Cringe viewing. There are shows that, for some reason, you keep on watching no matter how many times they make you wince. As I write this, I am thinking about the wooden, cliche-ridden dialogue and wooden, cliche-ridden acting of "Fallen Skies." I still watch because I always think that, this week, the show will finally start to deliver on its interesting science-fiction premise. It won't.
The drunk dial. This show, you know, will always be there for you whenever you need it, ready to respond to your tune-in. You don't love love it, but, really, it's been pretty good to you, and the watching ain't bad. This show is "Law and Order."
Big-screening. When you hold the little iPod Touch close to your face to make the picture appear large -- as I did when catching up with "True Blood" via the HBO Go app -- you are big-screening.

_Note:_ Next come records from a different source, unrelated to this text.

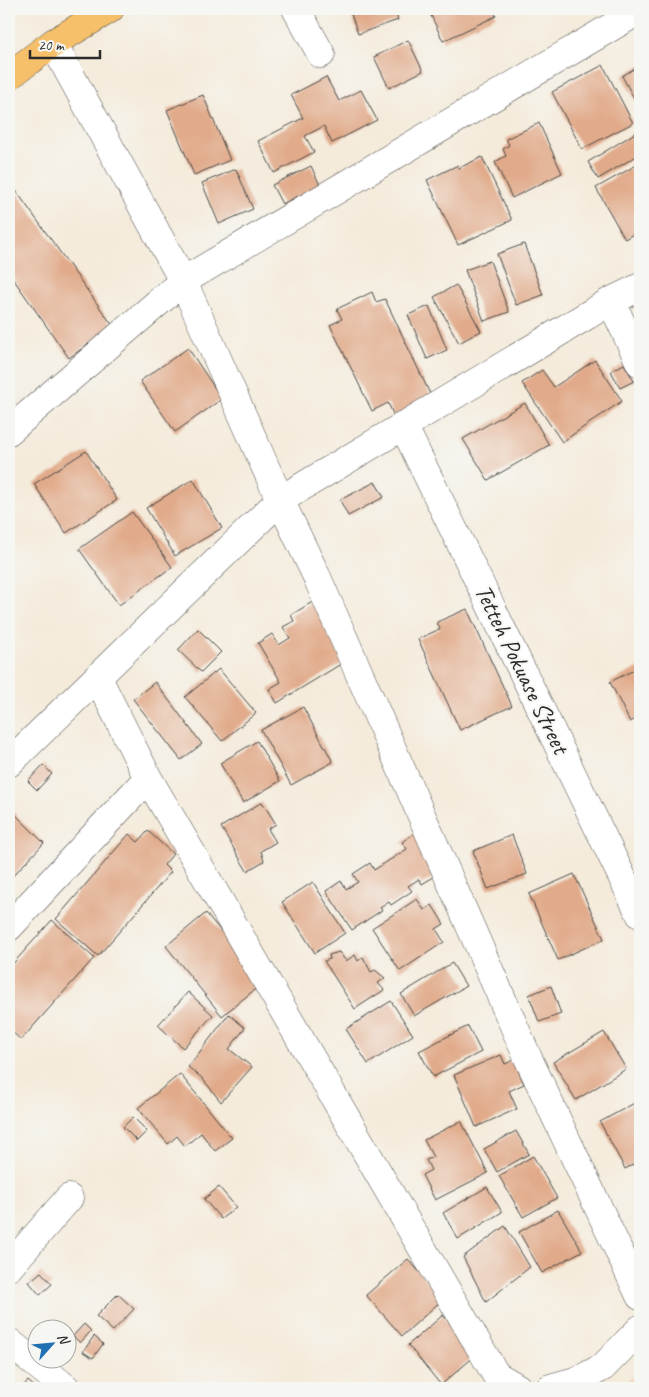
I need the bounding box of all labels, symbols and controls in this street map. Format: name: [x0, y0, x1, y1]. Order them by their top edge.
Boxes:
scale bar: [30, 28, 100, 60]
text: 20 m: [38, 36, 65, 55]
street label: Tetteh Pokuase Street: [467, 579, 578, 761]
north arrow: [28, 1320, 78, 1370]
text: N: [54, 1331, 74, 1348]

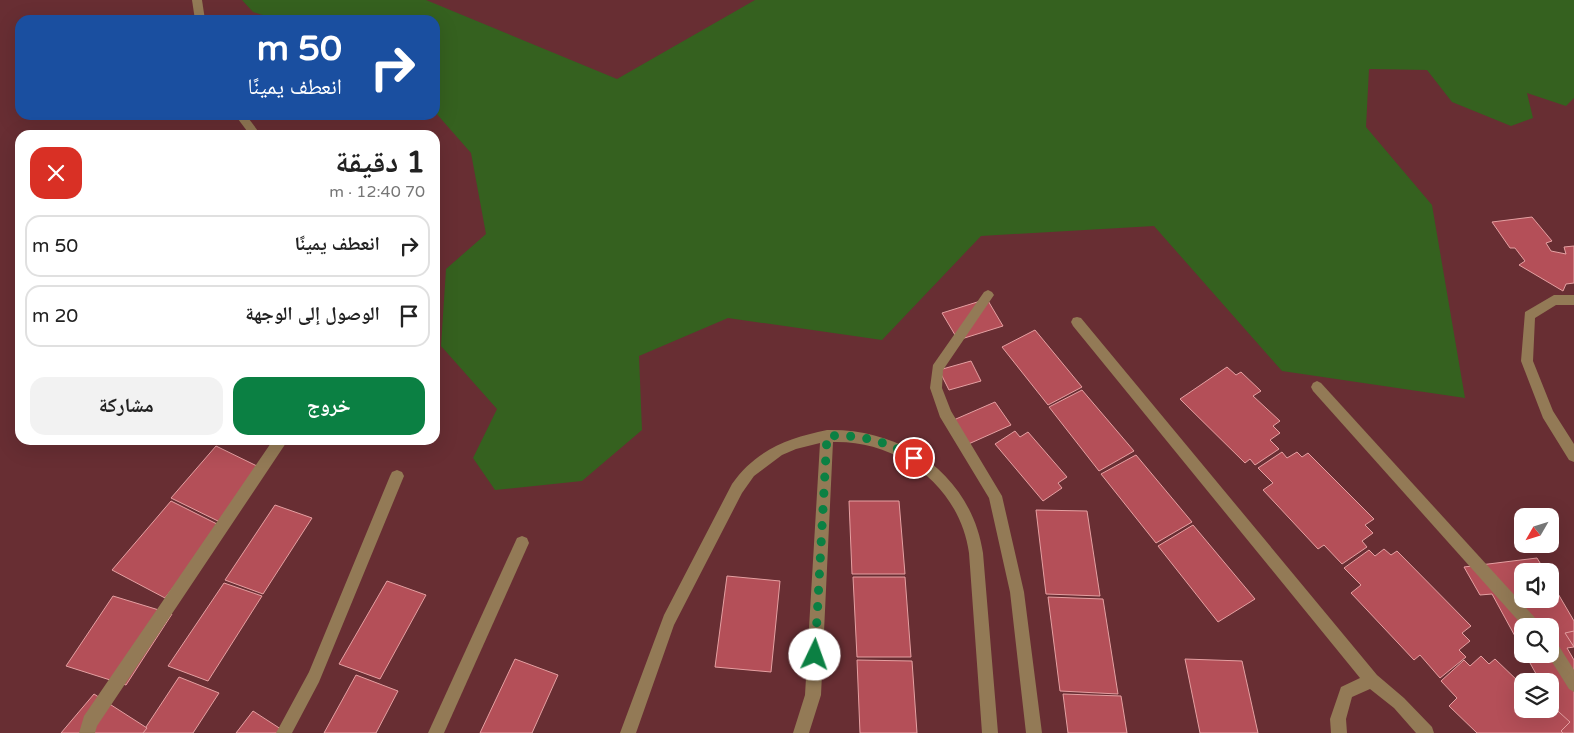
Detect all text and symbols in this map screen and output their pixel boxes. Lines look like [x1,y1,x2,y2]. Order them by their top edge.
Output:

Ditto for pulling your chair right up to the front of, say, a 27-inch TV to bring that sports-bar feeling into the comfort of your own living room.
Fleshcasting. Admit it, fellas (and, I presume, ladies): Sometimes you stick with a show or movie just because there is potential for a little shirtlessness or even nudity. Possibly this is the entire reason you still subscribe to Cinemax. I know it's why a lot of people started watching HBO's "Game of Thrones." Why this would still be the case in the Internet era is a question for psychology, rather than journalism. But, yes, it is the case.
Twinge viewing. Shows that are not quite guilty pleasures but do give you a twinge of guilt for watching them. To wit: "Two and a Half Men" reruns, anything with Guy Fieri, HD concerts featuring reunited classic-rock acts.
TiVo Zone. When you purposely avoid any media, from TV news to Twitter, or any people who might tell you the score of a game you've recorded and are planning to watch later, you are in the TiVo Zone.
Stealth bombing. Describes an absolutely appalling, completely awful show that you watch in private as avidly as you would deny watching it in public, except to your closest friends. Most likely to involve pregnant teens, grotesque ethnic stereotypes come to life or women who may be housewives but don't seem very real. "Last night I stealth bombed 'My Teen Is Pregnant & So Am I'" (an actual TLC show).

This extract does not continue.